Le droit des voitures sans conducteur entre en phase de rodage

Les véhicules autonomes se présentent comme la panacée contre les nuisances liées au trafic automobile. Encore faut-il gagner la confiance des consommateurs, inquiets à l’idée de céder la maîtrise de leur véhicule à une intelligence artificielle, et adapter en conséquence la juridiction en matière de responsabilité civile. Ces questions ont fait l’objet d’une conférence en ligne organisée par la Faculté de droit.

 

 

voitures-autonomes-J.jpg


Une réduction de 90% des accidents de la route, un trafic plus fluide, synonyme de gain de temps et de diminution des nuisances environnementales associées au transport automobile.

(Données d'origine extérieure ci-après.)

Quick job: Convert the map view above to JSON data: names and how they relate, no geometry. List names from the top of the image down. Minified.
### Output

Ce sont là les principaux bénéfices attendus le jour où tous les véhicules seront autonomes, interconnectés et où les routes seront équipées de systèmes de gestion de la circulation. Au vu de ces avantages, l’avènement des voitures sans conducteur/trice apparaît comme une évolution positive et souhaitable, même si elle se heurtera aux résistances d’automobilistes convaincu-es, à tort, que leur maîtrise du véhicule garantit une meilleure sécurité. Il n’est d’ailleurs pas impossible d’imaginer, dans un futur proche, que l’usage des véhicules à conduite humaine soit réservé à des activités et à des types de routes particuliers.

 

Cette évolution soulève un certain nombre de questions éthiques et juridiques qui ont fait l’objet d’une conférence en ligne organisée, le jeudi 3 décembre, par la professeure Doris Forster (Département d’histoire du droit et des doctrines juridiques et politiques), avec la participation d’Enrico Al Mureden, professeur de droit à l’Université de Bologne et spécialiste du domaine de la responsabilité civile.

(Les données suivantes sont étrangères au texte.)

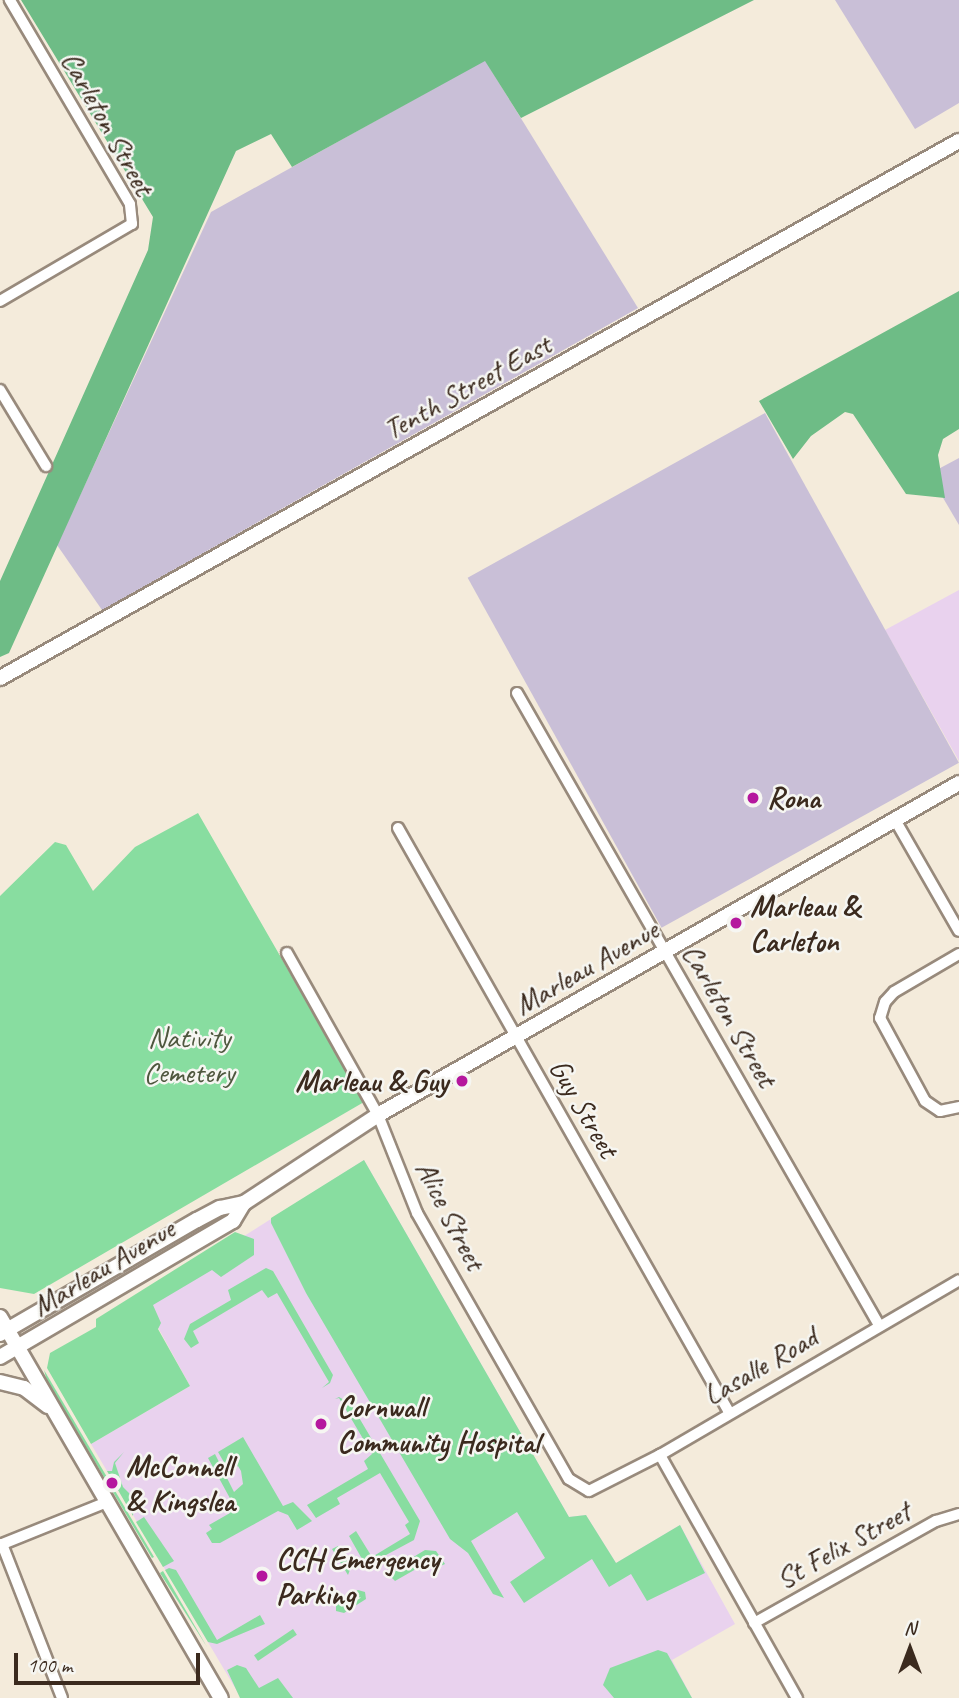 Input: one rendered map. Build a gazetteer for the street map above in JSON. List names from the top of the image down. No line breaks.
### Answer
{"streets":{"main road":["Tenth Street East","Marleau Avenue"],"street":["Carleton Street","Guy Street","Alice Street","Lasalle Road","St Felix Street"]},"crossings":[["Carleton Street","Marleau Avenue"],["Carleton Street","Lasalle Road"],["Marleau Avenue","Guy Street"],["Marleau Avenue","Alice Street"],["Guy Street","Lasalle Road"],["Alice Street","Lasalle Road"]],"parks":["Nativity Cemetery"],"places":["Rona","Marleau & Carleton","Marleau & Guy","Cornwall Community Hospital","McConnell & Kingslea","CCH Emergency Parking"],"scale_bar":"100 m","north":"top"}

«À chaque innovation technologique, certain-es juristes pensent qu’il faut de nouvelles lois, explique Doris Forster. La tentation est d’autant plus grande lorsque la technologie fait appel à une forme d’intelligence artificielle impliquant un degré élevé d’autonomie. L’histoire du droit nous montre cependant que ces changements législatifs ne sont pas aussi courants ni aussi nécessaires qu’on pourrait le croire.»

 

«Les Grecs avaient pour coutume de punir les animaux et de les traduire devant des tribunaux en cas de litiges»

Une voiture robotisée peut-elle être tenue responsable d’un accident? Faut-il plutôt s’en prendre au constructeur? «Celui-ci se défaussera en arguant que le véhicule est doté d’un dispositif prenant ses propres décisions, observe Doris Forster. Les juristes romains de l’Antiquité avaient trouvé une solution intéressante pour résoudre ce genre de cas. Une question similaire se posait en effet pour les animaux domestiqués. Ces derniers peuvent causer des dommages et agissent selon leur propre volonté. Il est difficile de prédire leur comportement. Pour cette raison, les Grecs avaient pour coutume de punir les animaux et de les traduire devant des tribunaux en cas de litiges. Plus pragmatiques, les Romains estimaient que la ou le propriétaire, seul-e doté-e de discernement et tirant profit de son animal, devait être tenu-e responsable. Une même règle devrait s’appliquer aux véhicules autonomes.»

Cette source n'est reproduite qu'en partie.